A Scenic Tour of Southwestern Colorado

Visitors to Southwestern Colorado fill their lungs with the refreshing mountain air—and their cameras' memory cards with tons of scenic photos.

The narrow roads carved into the steep canyon walls of Mesa Verde National Park have particularly beautiful views: valleys dotted with juniper trees and sagebrush in between giant mesas. Around one turn, we spot wild horses.

The park's cliff dwellings are the real show. At Spruce Tree House, a 13th-century sandstone dwelling once home to the Ancestral Puebloan people, a ranger points out several kivas--underground rooms used for various ceremonies. We join a group tour of Cliff Palace, which has 150 rooms and 23 kivas. Our guide explains that an average Ancestral Puebloan man was 5'4", which helps us imagine how 125 people once lived here--and how residents managed doorways less than four feet tall and two feet wide. We climb a series of ladders to the top of Cliff Palace, passing three-inch wide grooves worn into the sandstone by human fingertips. I'm grateful for the ladders.

In Durango, we check in to the Rochester Hotel, a red-brick Victorian building dating to 1892. A lounge area offers homemade oatmeal-raisin and chocolate chip cookies and a jug of iced tea--all with a help-yourself policy for guests. I'm thrilled with our room's little private patio, which opens into the side courtyard.

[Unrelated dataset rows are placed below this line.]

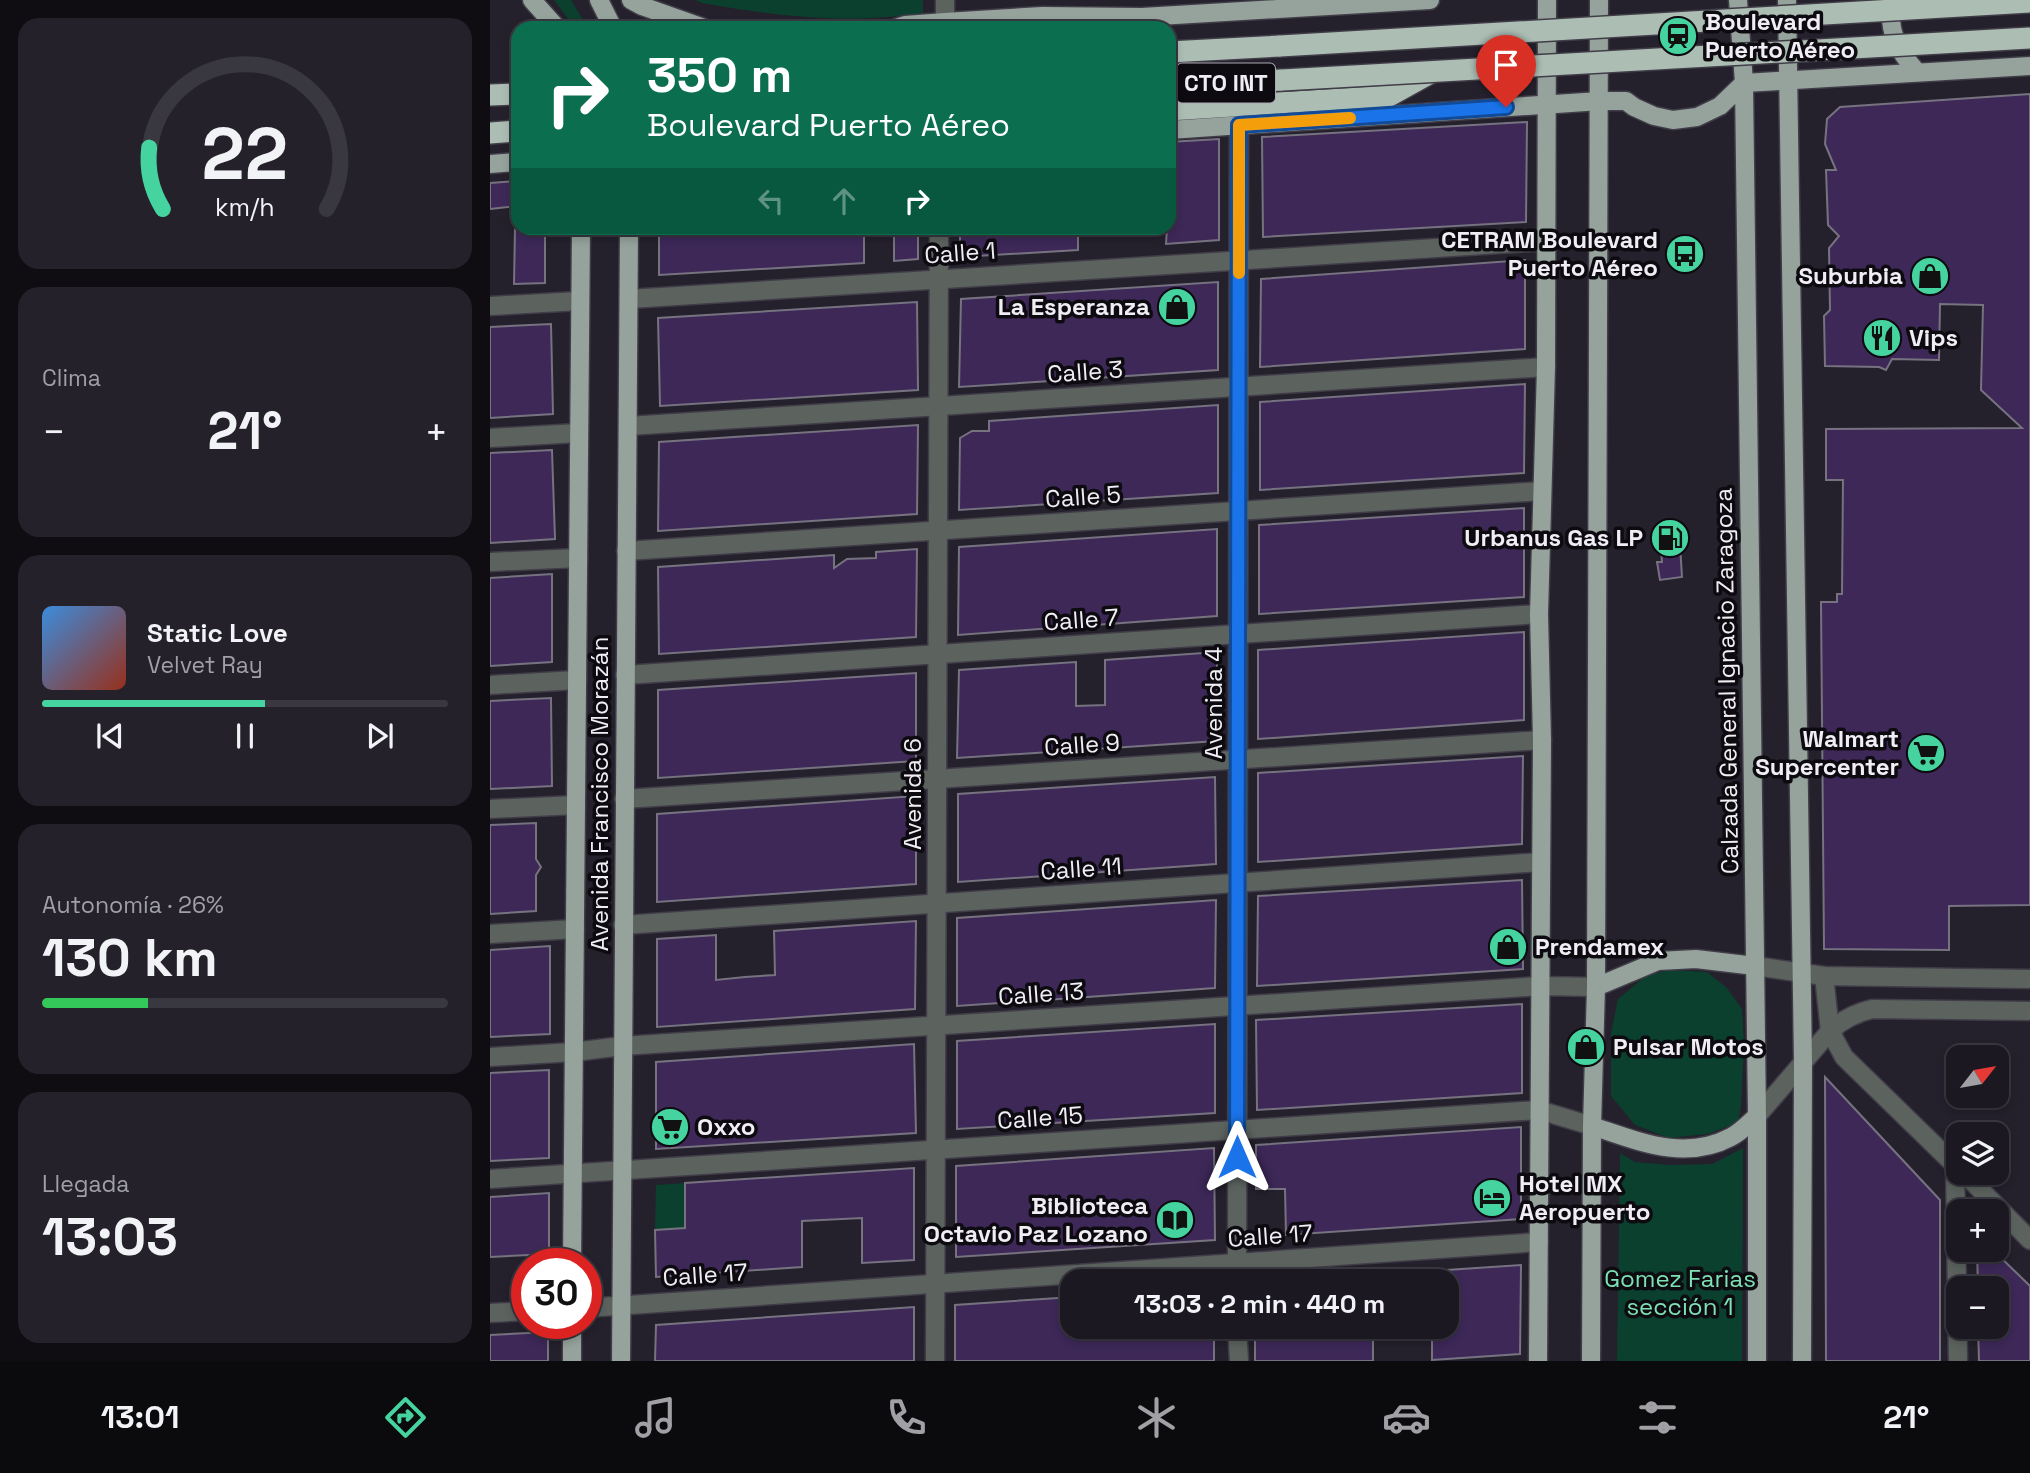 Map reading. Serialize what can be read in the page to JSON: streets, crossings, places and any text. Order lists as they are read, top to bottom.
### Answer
{
  "streets": {
    "highway": ["CTO INT"],
    "main road": ["Calzada General Ignacio Zaragoza", "Avenida Francisco Morazán"],
    "street": [
      "Calle 1",
      "Calle 3",
      "Calle 5",
      "Calle 7",
      "Avenida 4",
      "Calle 9",
      "Avenida 6",
      "Calle 11",
      "Calle 13",
      "Calle 15",
      "Calle 17"
    ]
  },
  "crossings": [
    ["CTO INT", "Calzada General Ignacio Zaragoza"],
    ["CTO INT", "Avenida 4"],
    ["Calle 1", "Avenida 4"],
    ["Calle 1", "Avenida Francisco Morazán"],
    ["Calle 1", "Avenida 6"],
    ["Calle 3", "Avenida 4"],
    ["Calle 3", "Avenida Francisco Morazán"],
    ["Calle 3", "Avenida 6"],
    ["Calle 5", "Avenida 4"],
    ["Calle 5", "Avenida Francisco Morazán"],
    ["Calle 5", "Avenida 6"],
    ["Calle 7", "Avenida 4"],
    ["Calle 7", "Avenida Francisco Morazán"],
    ["Calle 7", "Avenida 6"],
    ["Calzada General Ignacio Zaragoza", "Calle 13"],
    ["Calzada General Ignacio Zaragoza", "Calle 15"],
    ["Avenida 4", "Calle 9"],
    ["Avenida 4", "Calle 11"],
    ["Avenida 4", "Calle 13"],
    ["Avenida 4", "Calle 15"],
    ["Calle 9", "Avenida Francisco Morazán"],
    ["Calle 9", "Avenida 6"],
    ["Avenida Francisco Morazán", "Calle 11"],
    ["Avenida Francisco Morazán", "Calle 13"],
    ["Avenida Francisco Morazán", "Calle 15"],
    ["Avenida Francisco Morazán", "Calle 17"],
    ["Avenida 6", "Calle 11"],
    ["Avenida 6", "Calle 13"],
    ["Avenida 6", "Calle 15"],
    ["Avenida 6", "Calle 17"],
    ["Calle 13", "Calle 15"]
  ],
  "parks": ["Gomez Farias sección 1"],
  "places": {
    "station": ["Boulevard Puerto Aéreo"],
    "bus stop": ["CETRAM Boulevard Puerto Aéreo"],
    "shop": [
      "Suburbia",
      "La Esperanza",
      "Prendamex",
      "Pulsar Motos"
    ],
    "restaurant": ["Vips"],
    "fuel station": ["Urbanus Gas LP"],
    "supermarket": ["Walmart Supercenter", "Oxxo"],
    "hotel": ["Hotel MX Aeropuerto"],
    "library": ["Biblioteca Octavio Paz Lozano"]
  },
  "north": "top right",
  "page": {
    "turn": ["350 m", "Boulevard Puerto Aéreo"],
    "tile": [
      "Clima",
      ["Autonomía · 26%", "130 km"],
      ["Llegada", "13:03"]
    ],
    "heat": ["−", "21°", "+"],
    "song": ["Static Love", "Velvet Ray"],
    "map_buttons": ["+", "−"],
    "limit": "30",
    "trip": "13:03 · 2 min · 440 m",
    "tabs": ["13:01", "21°"],
    "gauge": ["22", "km/h"]
  }
}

At The Palace restaurant, where we're serenaded by a barbershop quartet over dinner. I can't manage to finish my mozzarella, tomato, and basil sandwich, and Lisa hardly makes a dent in her plate of penne--because the portions are so big and because we stuffed ourselves with cookies back at the hotel.

Waitresses at the Diamond Belle Saloon dress in 1800s period costumes, complete with peacock feathers in their hair, and more often than not there's someone playing ragtime on the piano. While we have drinks, I half expect brawling cowboys to fall from the balcony.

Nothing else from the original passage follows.